Les populations qui en souffrent le plus sont celles qui dépendent du secteur primaire. Dans certaines régions du monde, quand les personnes ne peuvent plus cultiver la terre ou faire pâturer leurs bêtes, elles perdent tout. Pour survivre et faire vivre leur famille, elles sont contraintes de se déplacer vers d’autres régions plus favorables, ou de rejoindre les villes afin d’y chercher du travail. Dans le monde, environ 80% des migrations sont régionales, mais certains individus viennent aussi gonfler les rangs des candidats à la migration internationale. Une grande partie des migrants qui tentent de gagner l’Europe sont issus de pays en proie à la désertification, qui font aussi bien souvent l’objet d’une mauvaise gouvernance, comme la Syrie, l’Irak, l’Afghanistan, la Somalie, et les pays du Sahel. La désertification peut aussi mener à des conflits. C’est ce qui se passe dans certains pays du Sahel, par exemple le Mali, où la concurrence accrue entre éleveurs et cultivateurs pour l’accès à la terre et aux points d’eau amplifie des différends d’ordres ethnique et confessionnel. Cette situation renforce aussi le djihadisme, dont les représentants surfent sur le mécontentement des populations rurales. Le lien entre perte de nature et conflits devient de plus en plus évident à travers le monde, et commence à être pris en considération par le Conseil de sécurité de l’ONU.

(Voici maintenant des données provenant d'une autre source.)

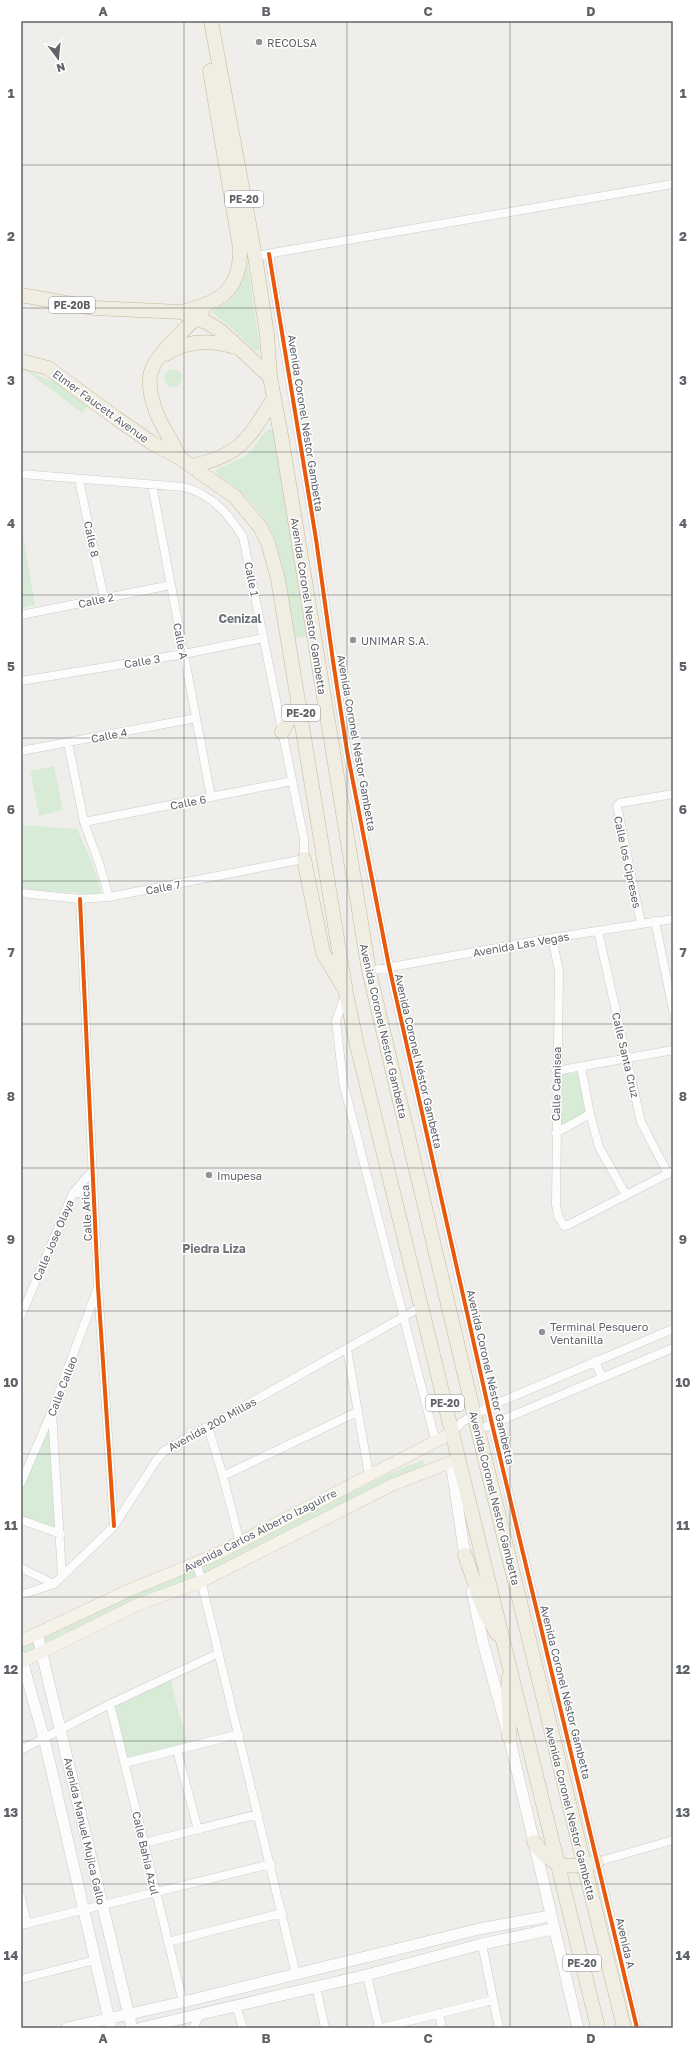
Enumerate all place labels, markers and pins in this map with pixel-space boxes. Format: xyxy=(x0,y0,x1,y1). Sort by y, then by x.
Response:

Quelles solutions prônez-vous?
La priorité est de restaurer les terres partout où elles sont dégradées. Et la bonne nouvelle, c’est qu’il existe de nombreuses techniques pour y parvenir, accessibles à toutes et tous, même sans moyens importants. On peut citer l’agroécologie, plus respectueuse des sols que l’agriculture conventionnelle. Cette approche passe notamment par une réduction de l’usage des pesticides et le maintien d’arbres sur les parcelles agricoles. Certaines techniques agricoles traditionnelles issues des zones arides pourraient être généralisées: au Sahel par exemple, on creuse des petits barrages en forme de demi-lune pour retenir l’eau de pluie dans les lopins cultivés. Le maintien des zones humides naturelles et la promotion des systèmes d’élevage extensifs sont d’autres mesures favorables à la protection des sols. Mais pour agir efficacement, le système doit être considéré dans sa globalité. La lutte contre le gaspillage paraît ainsi primordiale, quand on sait qu’un tiers de la production alimentaire mondiale est perdu. Nous devrions tous nous interroger sur notre consommation, car chacun des produits que nous achetons a nécessité de l’eau et de la terre pour sa fabrication.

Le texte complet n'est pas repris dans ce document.